The exhibition consists of a group of paintings created via the use of various manual, mechanical and digital processes. In contrast to the spontaneity of the artist’s earlier paintings, these works employ a restrictive and methodical procedure in which photocopied images culled from both art historical sources and various found illustrated imagery are deliberately distorted. Exploiting the scanner’s ability to capture everything it sees, MacLeod manipulates and moves her source material over the glass to create a disfigured kinetic rendition of its original. This action demonstrates a malfunction of digital processes and highlights the potential for the misappropriation of digital information. The picture is not static and its meaning is not predetermined.

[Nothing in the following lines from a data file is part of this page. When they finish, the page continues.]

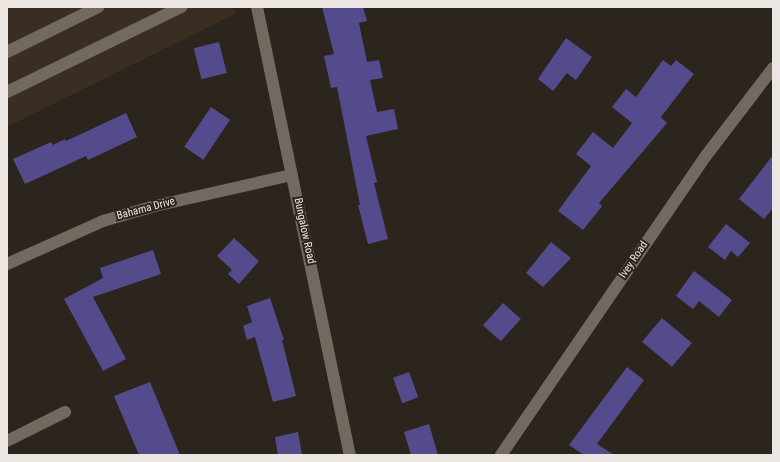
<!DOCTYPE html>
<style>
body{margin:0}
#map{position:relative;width:780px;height:462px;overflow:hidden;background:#2c251e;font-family:"Roboto Condensed",sans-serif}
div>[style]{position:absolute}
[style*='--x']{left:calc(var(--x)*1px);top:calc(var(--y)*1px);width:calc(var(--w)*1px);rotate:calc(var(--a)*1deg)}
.built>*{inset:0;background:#3a2e23}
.building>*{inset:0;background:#544b8c;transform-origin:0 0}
.minor>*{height:12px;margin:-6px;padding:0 6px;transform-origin:6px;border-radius:6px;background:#726961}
span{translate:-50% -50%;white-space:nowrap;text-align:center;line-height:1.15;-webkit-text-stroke:4px #2c251e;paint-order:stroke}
.street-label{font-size:11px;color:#ebe6e1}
.frame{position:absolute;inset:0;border:8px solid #ebe6e1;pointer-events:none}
</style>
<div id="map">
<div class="built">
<i style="clip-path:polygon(7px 7px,233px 7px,235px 14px,7px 127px)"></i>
</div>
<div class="building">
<i style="clip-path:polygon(322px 7px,363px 7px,367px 21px,359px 23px,367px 62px,379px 60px,383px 78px,370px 80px,377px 112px,394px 109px,398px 129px,366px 136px,377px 182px,374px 183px,388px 239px,368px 244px,358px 205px,360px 205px,337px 87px,331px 88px,324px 56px,334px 54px)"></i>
<i style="clip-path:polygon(566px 38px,592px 57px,576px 80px,567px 73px,553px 91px,538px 79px)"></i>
<i style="left:219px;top:42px;width:32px;height:26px;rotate:76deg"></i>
<i style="clip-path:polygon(663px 60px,671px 66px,676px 60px,694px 74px,661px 117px,667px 123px,599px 203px,602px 206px,583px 230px,558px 211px,591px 166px,576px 154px,593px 132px,613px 148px,632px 123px,612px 107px,626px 89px,636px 97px)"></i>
<i style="left:211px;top:107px;width:23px;height:48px;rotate:34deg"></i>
<i style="clip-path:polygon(126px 113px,137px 137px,88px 160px,86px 156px,25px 184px,13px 159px,51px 142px,53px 145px,65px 139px,66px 141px)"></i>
<i style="clip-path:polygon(773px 155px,773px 208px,764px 219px,739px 199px)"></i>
<i style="clip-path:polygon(726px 224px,750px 243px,738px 257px,731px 251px,725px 260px,708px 247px)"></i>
<i style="clip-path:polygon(234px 238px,259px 261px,239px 284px,228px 274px,232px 270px,217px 256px)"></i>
<i style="clip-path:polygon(551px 242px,571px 258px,543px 287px,526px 273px)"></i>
<i style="clip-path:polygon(153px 250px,161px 274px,93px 297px,126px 359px,103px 371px,64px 299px,103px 278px,100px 268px)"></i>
<i style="clip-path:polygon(694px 271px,732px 300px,719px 317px,699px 301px,693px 309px,676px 296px)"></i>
<i style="clip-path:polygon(270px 298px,284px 340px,282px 340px,296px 396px,273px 402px,255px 337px,247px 340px,243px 326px,252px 322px,247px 306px)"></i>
<i style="left:503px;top:303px;width:24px;height:30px;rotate:42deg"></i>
<i style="left:662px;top:318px;width:39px;height:31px;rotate:40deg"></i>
<i style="clip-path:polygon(627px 367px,644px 380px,597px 444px,614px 455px,584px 455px,569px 445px)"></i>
<i style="left:409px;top:372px;width:27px;height:17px;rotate:70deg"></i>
<i style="clip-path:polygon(150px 382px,180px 455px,139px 455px,114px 396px)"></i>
<i style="clip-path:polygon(429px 424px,438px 455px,411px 455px,404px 432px)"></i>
<i style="clip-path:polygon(298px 432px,302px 455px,278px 455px,275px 437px)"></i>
</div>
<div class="minor">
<i style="--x:257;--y:7;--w:458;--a:78.3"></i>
<i style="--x:7;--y:52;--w:102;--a:-26.3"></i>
<i style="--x:7;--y:92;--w:194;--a:-26"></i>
<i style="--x:7;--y:264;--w:105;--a:-24.1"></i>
<i style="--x:103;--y:221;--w:54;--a:-16.1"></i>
<i style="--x:155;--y:206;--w:140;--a:-12.8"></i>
<i style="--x:7;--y:441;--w:65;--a:-26.6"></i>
<i style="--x:501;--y:455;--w:361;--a:-55.6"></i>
<i style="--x:705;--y:157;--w:112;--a:-52.6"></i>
</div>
<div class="street-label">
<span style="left:146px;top:209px;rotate:-15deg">Bahama Drive</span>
<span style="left:304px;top:231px;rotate:78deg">Bungalow Road</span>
<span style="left:634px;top:260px;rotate:-56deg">Ivey Road</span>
</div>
<div class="frame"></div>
</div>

The distorted reproduction is transferred to a mesh screen and printed on canvas—another layer of the procedure where the limitations of the process encourage loss in translation. Spray paint and washes of color are used to obscure and sometimes conceal the intentional mistakes. MacLeod repeatedly uses imagery of women’s faces copied from the paintings of Fernand Léger. Expressionless and devoid of individual features, Léger’s renderings are intentionally unsentimental in a way that demonstrates the artist’s interest in dethroning the subject to mere object in a landscape. In MacLeod’s paintings these images become a visual device for Léger’s progressive ideas of freedoms in painting. This gentle nod to the Cubist’s breakdown of the subject-object paradigm is reflected by MacLeod’s characteristic process of painting.
These works physically subvert idealized visions of feminine beauty and challenge traditional representations of gender. As the figures bend on themselves, are twisted, disgraced and physically exhausted to the point of becoming caricatures, they confuse the gaze which originally conceived them.
Cassandra MacLeod opens on Saturday, November 9, 2013 with an artists reception from 6 to 8pm. An artist book has been published on the occasion of the exhibition, in an edition of 100 signed and numbered copies, which will be
available for purchase at the opening.